Throughout our DGHI classes, specifically 101, ethics, research methods, and through all the electives, we learn that global health is first and foremost about COMMUNITY respect, involvement, integration and perspective. Global Health 101 and Global Health Ethics emphasize repeatedly that effective global health interventions consider the community context and prioritize cultural competency. And our experiential learning opportunity allows us to gain greater understanding and appreciation for cultural competency, by allowing us to immerse in a new culture and community.

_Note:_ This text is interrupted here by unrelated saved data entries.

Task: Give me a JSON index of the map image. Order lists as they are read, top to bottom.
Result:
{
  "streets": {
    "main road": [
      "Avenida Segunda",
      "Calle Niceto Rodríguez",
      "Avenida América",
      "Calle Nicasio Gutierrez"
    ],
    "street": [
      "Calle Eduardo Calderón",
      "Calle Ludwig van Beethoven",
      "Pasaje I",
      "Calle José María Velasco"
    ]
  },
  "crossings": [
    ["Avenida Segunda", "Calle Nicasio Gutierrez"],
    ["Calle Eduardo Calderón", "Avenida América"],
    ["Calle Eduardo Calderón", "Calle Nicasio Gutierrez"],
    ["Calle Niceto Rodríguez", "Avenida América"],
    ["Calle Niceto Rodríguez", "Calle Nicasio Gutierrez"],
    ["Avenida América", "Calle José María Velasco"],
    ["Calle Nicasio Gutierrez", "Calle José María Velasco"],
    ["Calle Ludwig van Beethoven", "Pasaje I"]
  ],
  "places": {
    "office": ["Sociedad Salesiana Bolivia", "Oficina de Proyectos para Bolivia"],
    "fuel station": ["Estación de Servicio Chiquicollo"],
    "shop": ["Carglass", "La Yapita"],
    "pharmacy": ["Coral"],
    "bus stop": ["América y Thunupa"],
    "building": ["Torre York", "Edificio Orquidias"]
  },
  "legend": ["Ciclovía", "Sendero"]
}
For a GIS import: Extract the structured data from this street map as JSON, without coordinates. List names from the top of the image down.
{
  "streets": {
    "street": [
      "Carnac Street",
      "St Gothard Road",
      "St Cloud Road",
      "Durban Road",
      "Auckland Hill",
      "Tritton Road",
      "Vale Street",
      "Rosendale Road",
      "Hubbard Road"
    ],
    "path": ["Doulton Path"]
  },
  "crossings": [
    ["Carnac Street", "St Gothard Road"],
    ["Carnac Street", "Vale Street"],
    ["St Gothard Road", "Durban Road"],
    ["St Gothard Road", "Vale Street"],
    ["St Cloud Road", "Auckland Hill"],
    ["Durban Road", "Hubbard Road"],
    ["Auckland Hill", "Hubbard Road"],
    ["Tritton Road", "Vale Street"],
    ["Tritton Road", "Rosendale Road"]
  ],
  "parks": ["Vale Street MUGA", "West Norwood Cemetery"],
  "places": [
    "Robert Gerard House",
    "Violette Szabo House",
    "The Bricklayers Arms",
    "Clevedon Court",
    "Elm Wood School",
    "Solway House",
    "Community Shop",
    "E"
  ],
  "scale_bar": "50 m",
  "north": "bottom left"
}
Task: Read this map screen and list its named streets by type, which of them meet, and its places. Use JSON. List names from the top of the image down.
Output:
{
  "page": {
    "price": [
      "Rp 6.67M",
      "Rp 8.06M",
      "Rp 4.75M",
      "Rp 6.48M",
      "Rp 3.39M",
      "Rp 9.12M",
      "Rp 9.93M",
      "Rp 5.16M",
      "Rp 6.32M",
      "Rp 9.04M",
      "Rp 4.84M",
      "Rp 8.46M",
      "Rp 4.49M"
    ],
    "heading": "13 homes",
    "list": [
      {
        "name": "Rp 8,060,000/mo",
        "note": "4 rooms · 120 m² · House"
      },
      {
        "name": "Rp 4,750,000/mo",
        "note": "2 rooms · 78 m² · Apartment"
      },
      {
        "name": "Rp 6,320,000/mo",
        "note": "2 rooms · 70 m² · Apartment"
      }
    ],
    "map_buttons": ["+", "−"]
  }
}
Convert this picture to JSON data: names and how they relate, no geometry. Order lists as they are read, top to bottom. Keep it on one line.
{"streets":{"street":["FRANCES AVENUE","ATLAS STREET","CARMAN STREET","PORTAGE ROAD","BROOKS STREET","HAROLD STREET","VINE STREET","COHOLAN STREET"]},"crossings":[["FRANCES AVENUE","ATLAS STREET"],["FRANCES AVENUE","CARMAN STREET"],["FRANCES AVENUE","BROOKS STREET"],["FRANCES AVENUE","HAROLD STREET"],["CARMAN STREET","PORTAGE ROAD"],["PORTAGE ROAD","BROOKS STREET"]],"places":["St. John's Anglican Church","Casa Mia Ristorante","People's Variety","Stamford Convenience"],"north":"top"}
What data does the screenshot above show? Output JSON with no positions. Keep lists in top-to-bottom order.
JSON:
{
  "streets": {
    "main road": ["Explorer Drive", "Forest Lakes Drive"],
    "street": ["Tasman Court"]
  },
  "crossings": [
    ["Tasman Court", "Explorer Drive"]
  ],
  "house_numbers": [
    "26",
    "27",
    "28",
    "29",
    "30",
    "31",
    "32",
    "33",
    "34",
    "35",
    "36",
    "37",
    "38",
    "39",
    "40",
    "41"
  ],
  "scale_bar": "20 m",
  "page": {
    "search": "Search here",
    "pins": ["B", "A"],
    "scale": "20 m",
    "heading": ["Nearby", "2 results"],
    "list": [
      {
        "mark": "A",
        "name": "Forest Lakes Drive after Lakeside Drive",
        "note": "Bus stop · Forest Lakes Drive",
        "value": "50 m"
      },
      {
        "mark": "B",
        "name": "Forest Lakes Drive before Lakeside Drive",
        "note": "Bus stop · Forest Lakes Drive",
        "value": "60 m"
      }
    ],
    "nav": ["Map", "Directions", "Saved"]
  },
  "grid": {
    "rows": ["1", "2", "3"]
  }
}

I even see an emphasis on community among the faculty and professors at DGHI. DGHI is a community of people who want to make other communities healthier and happier. From my thesis advisor Dr. Toole, who read countless drafts, to my ethics professor, Dr. Moe, who listened to my diatribes, to Lysa MacKeen, who helped make my experiential learning experience a reality, to Dr. Clements, who believed in the sexual health intervention my group designed, to Dr. Broverman, who celebrated my successes and helped me through my failures, I can tell you that everyone in DGHI wants to get to know you and wants to welcome you into the global health community. 

As I prepare to leave Duke, I want to encourage those in global health, and those curious about global health, to consider your community. DGHI teaches us that global health is all about community, but that does not mean we should reduce that concept to just an academic setting. 

Reach out and get to know your fellow global health majors, strike up a conversation with a new professor in the Institute, subscribe to and follow global health online communities and blogs and read about successful community interventions. If we truly understand and believe that global health is all about community, then we must invest in our own community right here at Duke, and beyond! 
 
I will miss DGHI and all that it has taught me, but I am excited to join an entire alumni community of people who want to make a difference in global health.